Too soon we get old, and too late we get smart is the old Yiddish proverb. This applies to most people as they do retirement planning. Retirement ideas range from imagining yourself living in a life of luxury, playing golf, taking 9 month vacations, and enjoying life, down to living in a retirement community where your basic needs are taken care of. Failing to plan for your retirement can have very negative consequences on the quality of your retired life.
To do proper retirement financial planning, you should start early – that's the "too late smart" part of the proverb. You're getting older every day – are you getting smarter? Fortunately, there are retirement books that can help you with this. One of the most important is "401(k) Basics" by Motley Fool publishing. It will steer you into how to make the most of a company 401(k) plan, while taking an unsentimental retirement view – telling you that there is no fast road to riches, only steady, regular savings and investing will help ensure you against retirement losses.
Your retirement benefits should contain a mix of growth funds early on, wealth preservation funds and income generation tools as you age – this can be found online through a number of retirement calculators, and will help you plan the day when you can send your company your retirement letters and say "I'll be on the golf course!" Most retirement calculators are driven by an investing rule called the Rule of 72 – take 72 and divide it by your rate of return in points (for example, getting 6% on a savings account or CD) and that will tell you how many years it takes for your investment to double. In this case, 72 divided by 6 is 12, meaning that sitting an investment down in a 6% account means it will double in 12 years.

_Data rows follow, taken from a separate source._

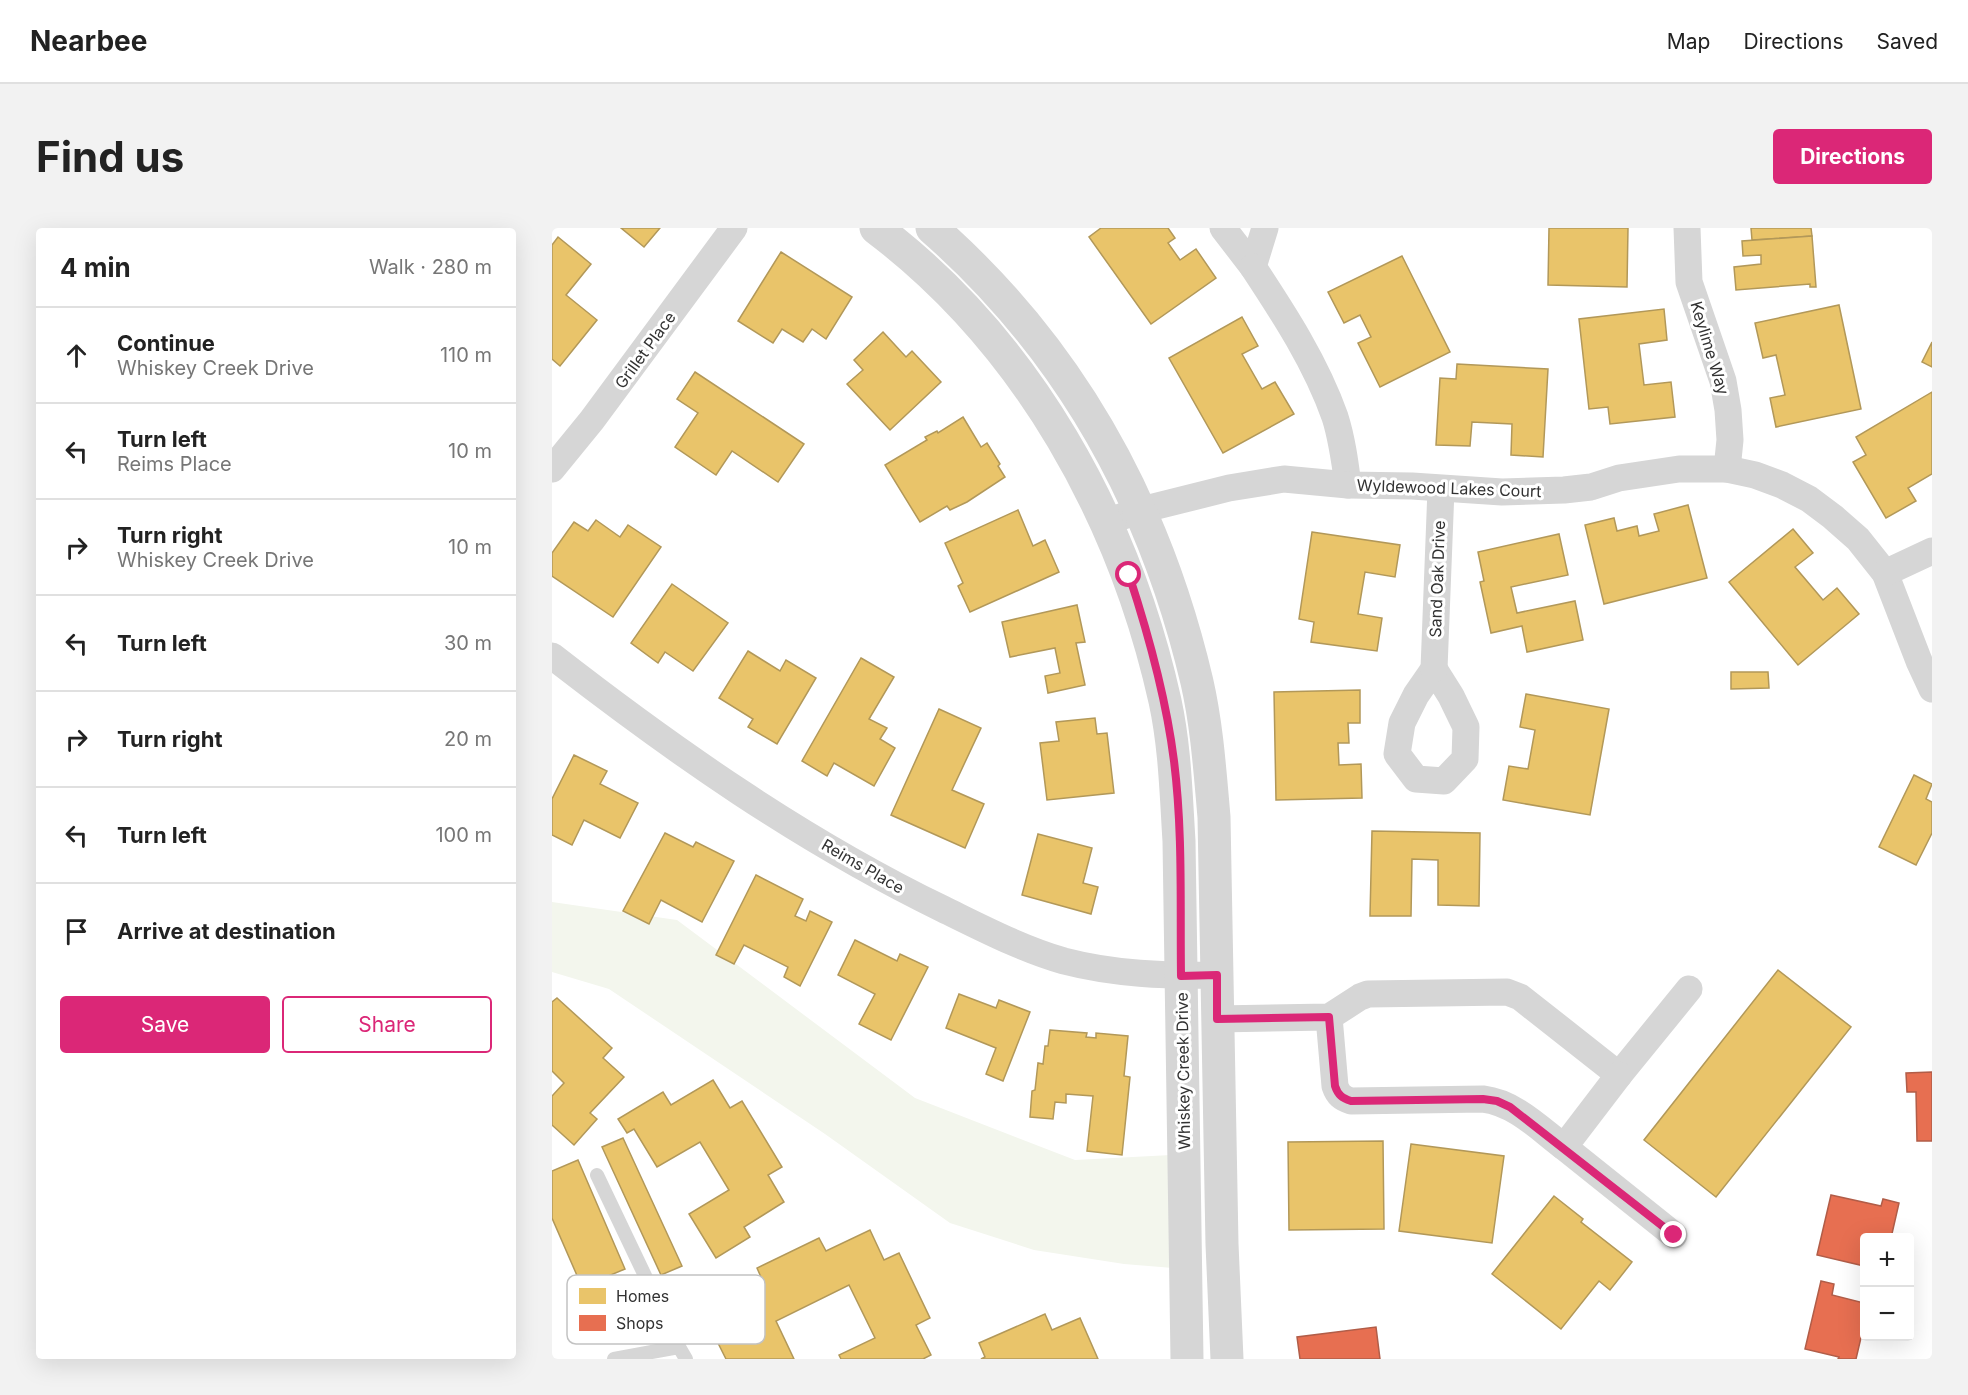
<!DOCTYPE html>
<html lang="en">
<head>
<meta charset="utf-8">
<style>
  :root { --surface:#fff; --page:#f2f2f2; --text:#222; --muted:#767676; --line:#e0e0e0; --accent:#db2777 }
  body { margin:0; font-family:Inter,sans-serif; background:var(--page); color:var(--text) }
  .controls { position:absolute; right:18px; bottom:18px; display:grid; overflow:hidden; border-radius:6px; box-shadow:0 6px 24px #0002 }
  .controls button { width:54px; height:54px; display:grid; place-items:center; padding:0; border:0; border-bottom:2px solid var(--line); background:var(--surface); color:var(--text); font:30px sans-serif }
  .stop { position:absolute; width:18px; height:18px; margin:-14px; border:4px solid #db2777; border-radius:50%; background:#fff }
  .stop.end { background:#db2777; border-color:#fff; box-shadow:0 2px 6px #0008 }
  .list { margin:0; padding:0; list-style:none }
  h2 { display:flex; justify-content:space-between; align-items:center; height:78px; margin:0; padding:0 24px; font-size:26px }
  h2 small { font-size:20px; font-weight:400; color:var(--muted) }
  .list li { display:grid; grid-template-columns:39px 1fr auto; gap:18px; align-items:center; box-sizing:border-box; height:96px; padding:0 24px; border-top:2px solid var(--line) }
  .list b { display:block; font-size:22px; white-space:nowrap }
  .list p { margin:0; font-size:20px; white-space:nowrap; color:var(--muted) }
  .list em { font-size:20px; font-style:normal; color:var(--muted) }
  .actions { display:flex; gap:12px; padding:18px 24px }
  .actions a { flex:1; padding:14px 0; border:2px solid var(--accent); border-radius:6px; text-align:center; font-size:21px; color:var(--accent) }
  .actions .main { background:var(--accent); color:#fff }
  .icon { flex:none; width:33px; height:33px; fill:none; stroke:currentColor; stroke-width:2; stroke-linecap:round; stroke-linejoin:round }
  .map { position:relative; flex:none; width:1380px; height:1131px; overflow:hidden; border-radius:6px }
  header { display:flex; align-items:center; gap:36px; box-sizing:border-box; height:84px; padding:0 30px; background:var(--surface); border-bottom:2px solid var(--line) }
  header strong { font-size:28px }
  nav { display:flex; gap:33px; margin-inline-start:auto; font-size:21px }
  .intro { display:flex; align-items:center; justify-content:space-between; box-sizing:border-box; height:144px; padding:0 36px }
  h1 { margin:0; font-size:42px }
  .button { padding:15px 27px; border-radius:6px; background:var(--accent); color:#fff; font-size:21px; font-weight:700 }
  main { display:flex; gap:36px; padding:0 36px }
  aside { flex:1; background:var(--surface); border-radius:6px; box-shadow:0 6px 24px #0002 }
  .map>svg:first-child { display:block }
  .green { fill:#f3f6ed }
  .homes { fill:#e9c46a; stroke:#b29859; stroke-width:1.5 }
  .shops { fill:#e76f51; stroke:#b15d48; stroke-width:1.5 }
  .lines { fill:none; stroke-linecap:round; stroke-linejoin:round }
  .service { stroke:#d6d6d6; stroke-width:14 }
  .minor { stroke:#d6d6d6; stroke-width:27 }
  .tertiary { stroke:#d6d6d6; stroke-width:33 }
  .route { stroke:#db2777; stroke-width:8 }
  .labels { text-anchor:middle; dominant-baseline:central; stroke-width:6; stroke-linejoin:round; paint-order:stroke }
  .street-label { font-size:16px; fill:#323232; stroke:#fff }
  .key { fill:#fff; stroke:#c2c2c2; stroke-width:1.5 }
  .key-label { font-size:16px; fill:#323232 }
</style>
</head>
<body>
<header>
<strong>Nearbee</strong>
<nav><a>Map</a><a>Directions</a><a>Saved</a></nav>
</header>
<div class="intro"><h1>Find us</h1><a class="button">Directions</a></div>
<main>
<aside>
<h2>4 min<small>Walk · 280 m</small></h2>
<ul class="list">
<li><svg class="icon" aria-label="ahead" viewBox="0 0 24 24"><path d="M12 20V5M6 11l6-6 6 6"/></svg><div><b>Continue</b><p>Whiskey Creek Drive</p></div><em>110 m</em></li>
<li><svg class="icon" aria-label="left" viewBox="0 0 24 24"><path d="M17 20v-9H6M10 6l-5 5 5 5"/></svg><div><b>Turn left</b><p>Reims Place</p></div><em>10 m</em></li>
<li><svg class="icon" aria-label="right" viewBox="0 0 24 24"><path d="M7 20v-9h11M14 6l5 5-5 5"/></svg><div><b>Turn right</b><p>Whiskey Creek Drive</p></div><em>10 m</em></li>
<li><svg class="icon" aria-label="left" viewBox="0 0 24 24"><path d="M17 20v-9H6M10 6l-5 5 5 5"/></svg><div><b>Turn left</b></div><em>30 m</em></li>
<li><svg class="icon" aria-label="right" viewBox="0 0 24 24"><path d="M7 20v-9h11M14 6l5 5-5 5"/></svg><div><b>Turn right</b></div><em>20 m</em></li>
<li><svg class="icon" aria-label="left" viewBox="0 0 24 24"><path d="M17 20v-9H6M10 6l-5 5 5 5"/></svg><div><b>Turn left</b></div><em>100 m</em></li>
<li><svg class="icon" aria-label="arrive" viewBox="0 0 24 24"><path d="M6 21V4h12l-3 4 3 4H6"/></svg><div><b>Arrive at destination</b></div></li>
</ul>
<div class="actions"><a class="main">Save</a><a>Share</a></div>
</aside>
<div class="map">
<svg width="1380" height="1131" viewBox="0 0 1380 1131">
  <rect width="100%" height="100%" fill="#fff"/>
  <polygon class="green" points="0,674 125,692 363,870 523,932 619,927 621,1040 572,1036 482,1022 398,995 273,906 57,761 0,744"/>
  <g class="homes">
    <polygon points="69,0 108,0 92,19"/>
    <polygon points="549,0 616,0 623,10 616,15 628,32 644,21 664,50 599,96 537,9"/>
    <polygon points="997,0 1076,0 1075,59 996,57"/>
    <polygon points="1199,0 1259,0 1260,8 1200,12"/>
    <polygon points="1260,8 1264,59 1258,59 1258,56 1184,62 1182,39 1209,36 1209,27 1191,28 1190,13"/>
    <polygon points="6,9 39,36 14,67 45,92 8,138 0,131 0,17"/>
    <polygon points="229,24 300,69 274,111 260,101 251,114 230,101 221,115 186,93"/>
    <polygon points="850,28 898,124 828,159 806,115 819,109 808,87 792,95 776,64"/>
    <polygon points="1287,77 1309,181 1224,199 1218,170 1233,167 1224,127 1211,130 1203,95"/>
    <polygon points="1112,81 1115,112 1087,116 1092,157 1119,154 1123,189 1058,196 1056,179 1037,181 1027,91"/>
    <polygon points="690,89 706,118 690,126 710,161 723,154 742,186 671,225 617,130"/>
    <polygon points="331,104 354,129 360,123 389,154 338,202 295,156 311,142 302,132"/>
    <polygon points="1380,114 1380,139 1370,134"/>
    <polygon points="905,136 996,141 991,229 959,227 960,196 920,194 918,218 884,217 888,150 904,151"/>
    <polygon points="143,144 252,216 226,254 180,223 164,247 123,219 146,185 125,171"/>
    <polygon points="1380,164 1380,246 1356,260 1364,273 1334,290 1301,234 1314,227 1304,209"/>
    <polygon points="411,189 429,219 435,215 448,236 446,238 453,249 415,274 398,282 395,278 368,294 333,237 375,212 373,209 385,203 386,205"/>
    <polygon points="1136,277 1155,350 1052,376 1033,297 1062,290 1065,303 1085,298 1087,308 1107,303 1102,286"/>
    <polygon points="466,282 481,318 493,312 507,344 418,384 406,358 411,355 393,315"/>
    <polygon points="44,292 68,309 76,297 109,319 61,389 0,348 0,325 22,294 36,303"/>
    <polygon points="1241,301 1261,325 1243,339 1271,372 1285,360 1307,386 1246,437 1177,354"/>
    <polygon points="760,304 848,317 843,349 813,344 806,386 830,390 825,423 759,414 762,394 747,391"/>
    <polygon points="1007,306 1016,347 959,359 965,385 1023,373 1031,412 975,424 970,398 939,405 928,354 932,353 926,324"/>
    <polygon points="120,356 176,395 141,443 113,424 106,435 79,415"/>
    <polygon points="525,377 533,414 524,415 533,457 496,465 493,448 508,445 503,420 458,429 450,394"/>
    <polygon points="196,423 228,443 234,432 264,450 225,516 196,499 201,491 167,470"/>
    <polygon points="309,430 342,449 317,491 335,500 328,511 343,520 322,558 282,535 275,548 250,533"/>
    <polygon points="1179,444 1216,444 1217,460 1179,461"/>
    <polygon points="808,462 808,495 796,495 797,515 786,515 787,537 809,536 810,570 724,572 722,464"/>
    <polygon points="974,466 1057,481 1038,587 951,572 957,538 976,541 983,502 968,499"/>
    <polygon points="387,481 429,500 400,562 432,576 413,620 339,587"/>
    <polygon points="543,490 545,506 555,505 562,565 495,572 488,515 507,513 504,494"/>
    <polygon points="22,527 55,543 48,556 86,575 68,610 32,592 20,617 0,607 0,571"/>
    <polygon points="1362,547 1380,556 1374,571 1380,574 1380,605 1364,637 1327,619"/>
    <polygon points="820,603 928,605 927,678 886,677 886,632 860,631 859,688 818,688"/>
    <polygon points="113,605 141,619 144,614 182,633 150,694 109,672 97,696 71,683"/>
    <polygon points="486,606 540,620 531,655 546,659 539,686 470,667"/>
    <polygon points="204,647 251,671 243,688 254,693 258,683 280,694 248,758 232,749 236,739 192,717 182,736 164,727"/>
    <polygon points="303,712 345,733 348,726 376,739 339,812 307,796 323,766 286,747"/>
    <polygon points="1226,742 1299,799 1164,969 1092,912"/>
    <polygon points="407,766 444,780 447,772 478,784 451,853 434,846 444,820 394,800"/>
    <polygon points="5,770 60,820 51,830 72,849 38,885 45,891 22,917 0,897 0,868 12,855 0,843 0,774"/>
    <polygon points="498,802 535,805 534,809 544,810 544,805 576,808 572,848 578,849 570,927 535,923 541,868 514,866 514,875 503,874 501,891 478,889 480,863 483,862 486,835 491,836 493,818 496,818"/>
    <polygon points="161,852 178,880 190,873 230,939 216,947 232,974 192,999 198,1009 164,1030 137,986 177,962 148,914 105,939 82,901 75,905 66,891 111,864 119,877"/>
    <polygon points="71,910 130,1038 109,1047 50,919"/>
    <polygon points="831,913 832,1001 737,1002 736,914"/>
    <polygon points="859,916 952,928 940,1015 847,1003"/>
    <polygon points="26,932 73,1041 30,1059 0,990 0,943"/>
    <polygon points="1002,968 1031,991 1029,994 1080,1034 1058,1062 1047,1053 1009,1101 940,1046"/>
    <polygon points="318,1002 332,1032 347,1025 378,1090 364,1097 379,1127 371,1131 289,1131 287,1127 323,1110 297,1057 224,1093 242,1131 174,1131 164,1111 179,1104 166,1078 212,1056 205,1040 267,1010 274,1023"/>
    <polygon points="493,1086 500,1102 528,1090 546,1131 429,1131 433,1129 427,1115"/>
  </g>
  <g class="shops">
    <polygon points="1380,844 1380,913 1365,913 1364,864 1355,864 1354,845"/>
    <polygon points="1279,967 1329,978 1331,971 1347,975 1339,1010 1312,1010 1312,1038 1265,1027"/>
    <polygon points="1269,1053 1282,1056 1280,1067 1312,1075 1312,1097 1304,1131 1286,1131 1287,1129 1253,1121"/>
    <polygon points="824,1099 828,1131 748,1131 745,1109"/>
  </g>
  <g class="lines">
    <g class="service">
      <polyline points="45,947 127,1119"/>
      <polyline points="62,1131 127,1119 134,1131"/>
    </g>
    <g class="minor">
      <polyline points="671,0 701,39 713,0"/>
      <polyline points="1135,0 1137,54 1171,153 1176,182 1178,212 1175,241"/>
      <path d="M701,39C732,86 764,135 783,189C790,211 793,234 796,257"/>
      <polyline points="0,241 40,192 182,0"/>
      <polyline points="554,294 589,282 677,260 732,251 796,257 860,258 950,264 1012,262 1039,259 1067,250 1127,241 1175,241 1203,247 1230,257 1257,271 1281,289 1306,311 1333,345 1367,433 1380,461"/>
      <polyline points="1333,345 1380,323"/>
      <path d="M0,428C122,523 251,613 391,681C430,700 470,721 512,733C562,746 613,748 665,747"/>
      <polygon points="882,441 899,468 914,499 913,531 892,553 864,551 845,526 850,495 864,467"/>
      <polyline points="882,441 889,261"/>
      <path d="M777,789L783,858C786,867 790,870 799,873L931,871C963,875 987,900 1012,919"/>
      <polyline points="665,791 777,789 808,769 816,766 955,764 968,769 1067,847 1137,761"/>
      <polyline points="1067,847 1012,919 1122,1007"/>
    </g>
    <g class="tertiary">
      <path d="M324,0C476,115 572,289 613,473C623,519 624,566 627,613L635,1131"/>
      <path d="M380,0C519,122 603,275 645,454C655,498 658,544 662,589L670,1016L675,1131"/>
    </g>
  </g>
  <g class="lines">
    <path class="route" d="M577,347C597,408 614,469 622,533C631,604 628,677 629,748L665,747V791L777,789L783,858C786,867 790,870 799,873L931,871L945,873L958,879L1122,1007"/>
  </g>
  <g class="labels">
    <g class="street-label">
      <text transform="translate(1158 120) rotate(73)">Keylime Way</text>
      <text transform="translate(93 122) rotate(-54)">Grillet Place</text>
      <text transform="translate(897 260) rotate(2)">Wyldewood Lakes Court</text>
      <text transform="translate(885 351) rotate(-88)">Sand Oak Drive</text>
      <text transform="translate(311 638) rotate(30)">Reims Place</text>
      <text transform="translate(631 843) rotate(-91)">Whiskey Creek Drive</text>
    </g>
  </g>
  <rect x="15" y="1047" width="198" height="69" rx="9" class="key"/>
  <rect x="27" y="1060" width="27" height="16" fill="#e9c46a"/>
  <rect x="27" y="1087" width="27" height="16" fill="#e76f51"/>
  <g class="key-label">
    <text x="64" y="1074">Homes</text>
    <text x="64" y="1101">Shops</text>
  </g>
</svg>
<div class="controls">
<button>+</button>
<button>−</button>
</div>
<div class="stop" style="left:577px;top:347px"></div>
<div class="stop end" style="left:1122px;top:1007px"></div>
</div>
</main>
</body>
</html>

Remember that slow and steady contributions win the day; you can't rush this later in life. Start early, invest everything you can afford to, and know that your money is working for you in the long term. If you're eligible for a 401(k) program, you should take it – it benefits you in multiple ways, from employee matching (which doubles your investment) to being take out of your paycheck before taxes (which is fundamentally giving you a 20-35% increase in the net investment from doing it in post-tax income) to tax deferral on the interest it accrues. A 401(k) is by far and away the best retirement investment vehicle possible.
One thing you should not count on is Social Security; due to changing demographics, we're going to be disbursing more from Social Security than it takes in in about 5 to 10 years, and the fund will literally run out at the current rate of contributions in thirty years. Presume that you're on your own and plan accordingly.